Description of the task. The answer must be an exact copy of the records, with every picture removed.

Recorded information.
-------------------------

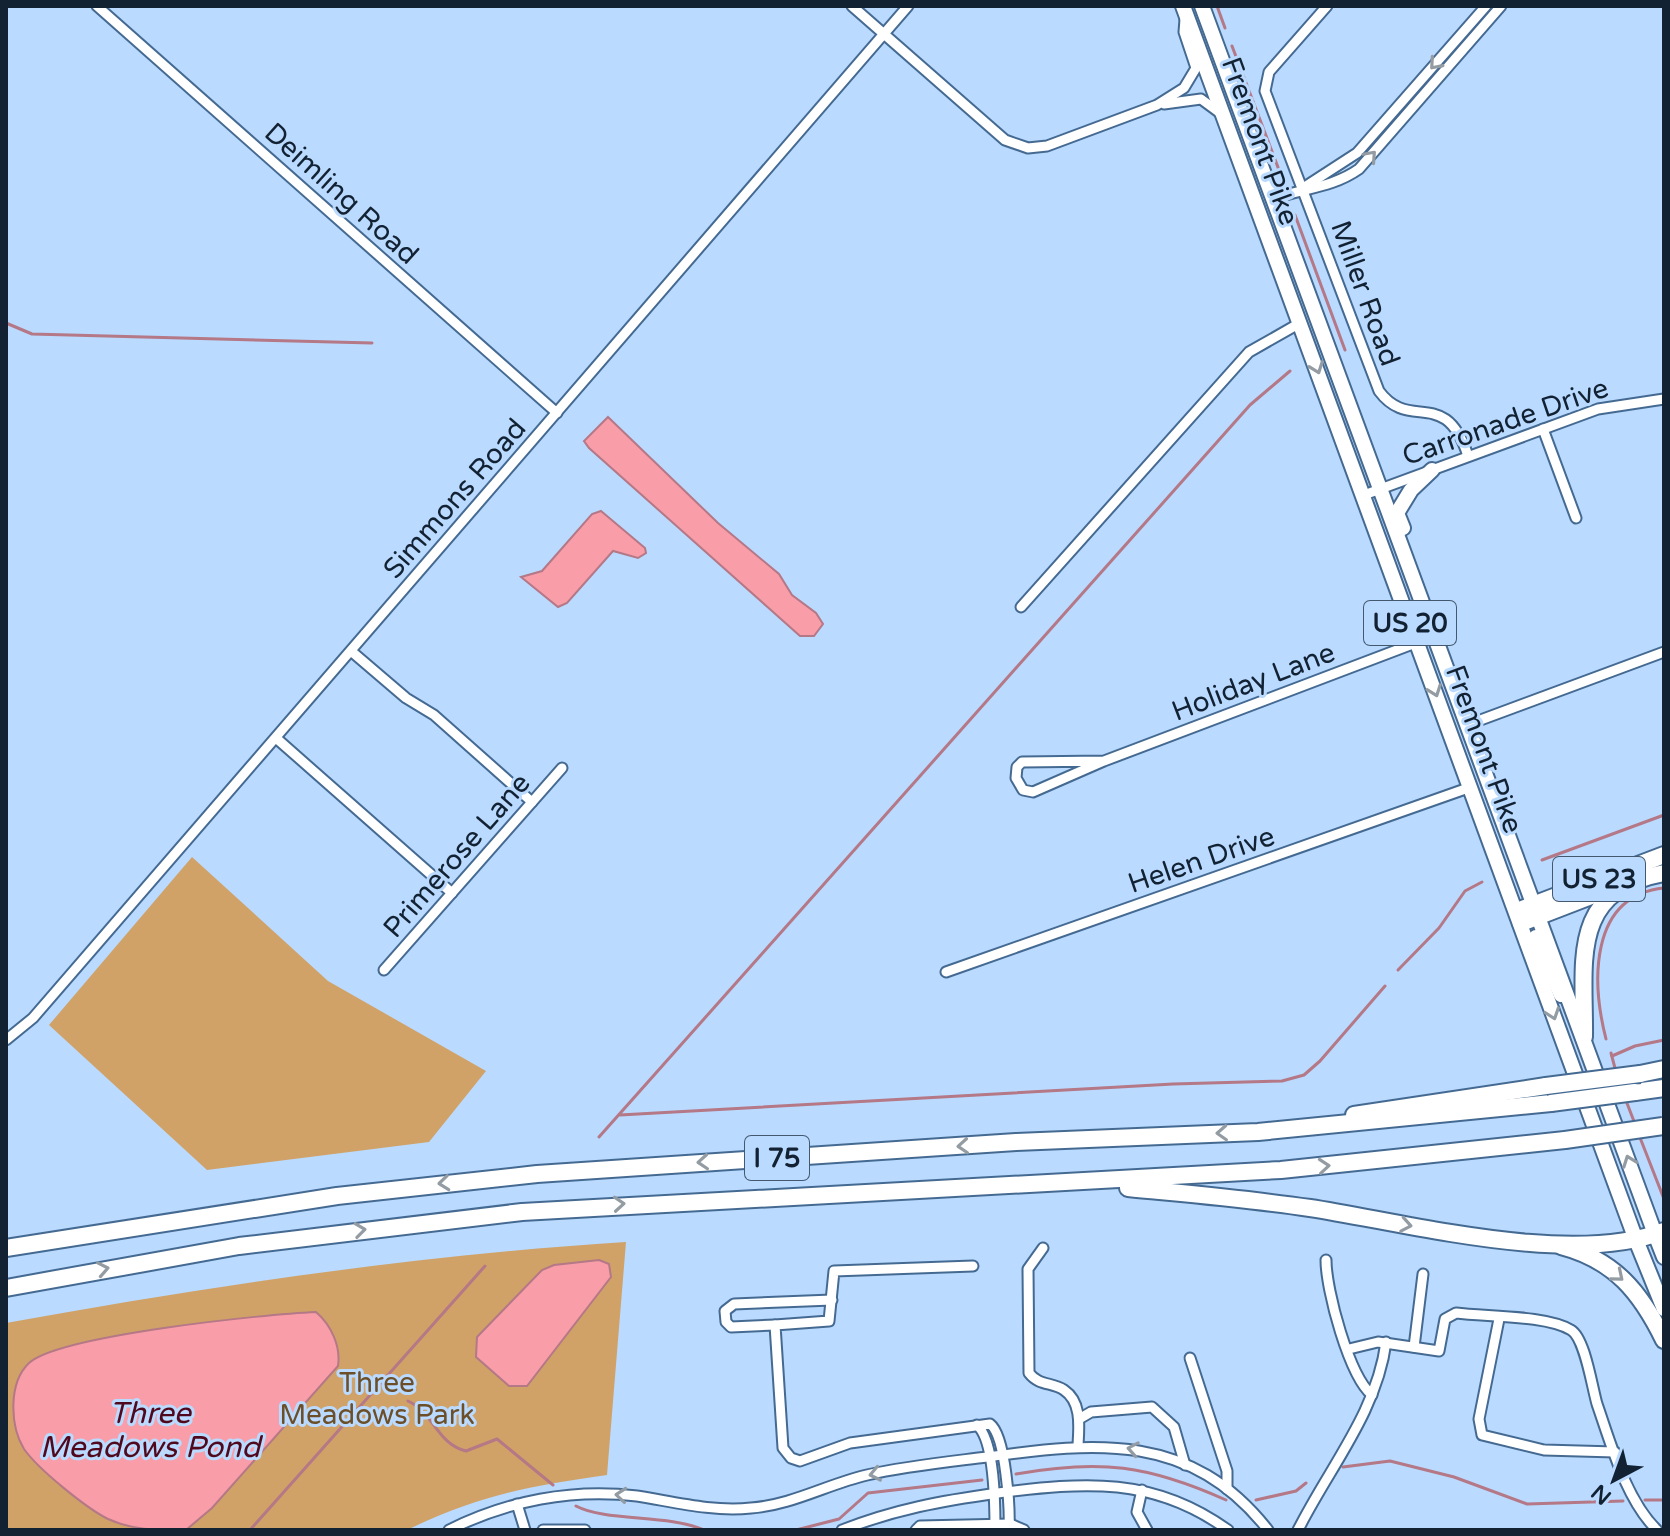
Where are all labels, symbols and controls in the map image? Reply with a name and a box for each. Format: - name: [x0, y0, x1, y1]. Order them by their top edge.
- street label: Fremont Pike: [1214, 53, 1306, 230]
- one-way arrow: [1430, 55, 1445, 70]
- street label: Deimling Road: [257, 116, 425, 272]
- one-way arrow: [1361, 150, 1375, 165]
- street label: Miller Road: [1323, 216, 1407, 371]
- one-way arrow: [1307, 360, 1323, 374]
- street label: Carronade Drive: [1398, 371, 1613, 473]
- street label: Simmons Road: [376, 412, 533, 585]
- road number: US 20: [1364, 601, 1456, 645]
- street label: Holiday Lane: [1167, 635, 1340, 729]
- street label: Fremont Pike: [1438, 661, 1530, 838]
- one-way arrow: [1426, 683, 1442, 697]
- street label: Primerose Lane: [376, 767, 537, 945]
- street label: Helen Drive: [1124, 819, 1279, 901]
- road number: US 23: [1553, 857, 1645, 901]
- one-way arrow: [1543, 1007, 1559, 1021]
- one-way arrow: [1215, 1124, 1228, 1141]
- road number: I 75: [745, 1136, 809, 1180]
- one-way arrow: [956, 1137, 969, 1154]
- one-way arrow: [696, 1153, 709, 1170]
- one-way arrow: [1622, 1154, 1638, 1168]
- one-way arrow: [1318, 1158, 1331, 1175]
- one-way arrow: [437, 1175, 450, 1192]
- one-way arrow: [613, 1196, 626, 1213]
- one-way arrow: [1399, 1216, 1413, 1233]
- one-way arrow: [354, 1221, 367, 1238]
- one-way arrow: [97, 1262, 110, 1279]
- one-way arrow: [1608, 1266, 1623, 1281]
- park label: Three Meadows Park: [279, 1366, 475, 1432]
- water label: Three Meadows Pond: [40, 1395, 263, 1466]
- north arrow: [1574, 1440, 1654, 1520]
- one-way arrow: [1126, 1441, 1139, 1458]
- one-way arrow: [869, 1465, 882, 1482]
- text: N: [1586, 1479, 1617, 1510]
- one-way arrow: [614, 1487, 627, 1504]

-------------------------

Task answer.
Where are all labels, symbols and controls in the map image? Reply with a name and a box for each. Format: - name: [x0, y0, x1, y1]. Order them by their top edge.
- street label: Fremont Pike: [1214, 53, 1306, 230]
- one-way arrow: [1430, 55, 1445, 70]
- street label: Deimling Road: [257, 116, 425, 272]
- one-way arrow: [1361, 150, 1375, 165]
- street label: Miller Road: [1323, 216, 1407, 371]
- one-way arrow: [1307, 360, 1323, 374]
- street label: Carronade Drive: [1398, 371, 1613, 473]
- street label: Simmons Road: [376, 412, 533, 585]
- road number: US 20: [1364, 601, 1456, 645]
- street label: Holiday Lane: [1167, 635, 1340, 729]
- street label: Fremont Pike: [1438, 661, 1530, 838]
- one-way arrow: [1426, 683, 1442, 697]
- street label: Primerose Lane: [376, 767, 537, 945]
- street label: Helen Drive: [1124, 819, 1279, 901]
- road number: US 23: [1553, 857, 1645, 901]
- one-way arrow: [1543, 1007, 1559, 1021]
- one-way arrow: [1215, 1124, 1228, 1141]
- road number: I 75: [745, 1136, 809, 1180]
- one-way arrow: [956, 1137, 969, 1154]
- one-way arrow: [696, 1153, 709, 1170]
- one-way arrow: [1622, 1154, 1638, 1168]
- one-way arrow: [1318, 1158, 1331, 1175]
- one-way arrow: [437, 1175, 450, 1192]
- one-way arrow: [613, 1196, 626, 1213]
- one-way arrow: [1399, 1216, 1413, 1233]
- one-way arrow: [354, 1221, 367, 1238]
- one-way arrow: [97, 1262, 110, 1279]
- one-way arrow: [1608, 1266, 1623, 1281]
- park label: Three Meadows Park: [279, 1366, 475, 1432]
- water label: Three Meadows Pond: [40, 1395, 263, 1466]
- north arrow: [1574, 1440, 1654, 1520]
- one-way arrow: [1126, 1441, 1139, 1458]
- one-way arrow: [869, 1465, 882, 1482]
- text: N: [1586, 1479, 1617, 1510]
- one-way arrow: [614, 1487, 627, 1504]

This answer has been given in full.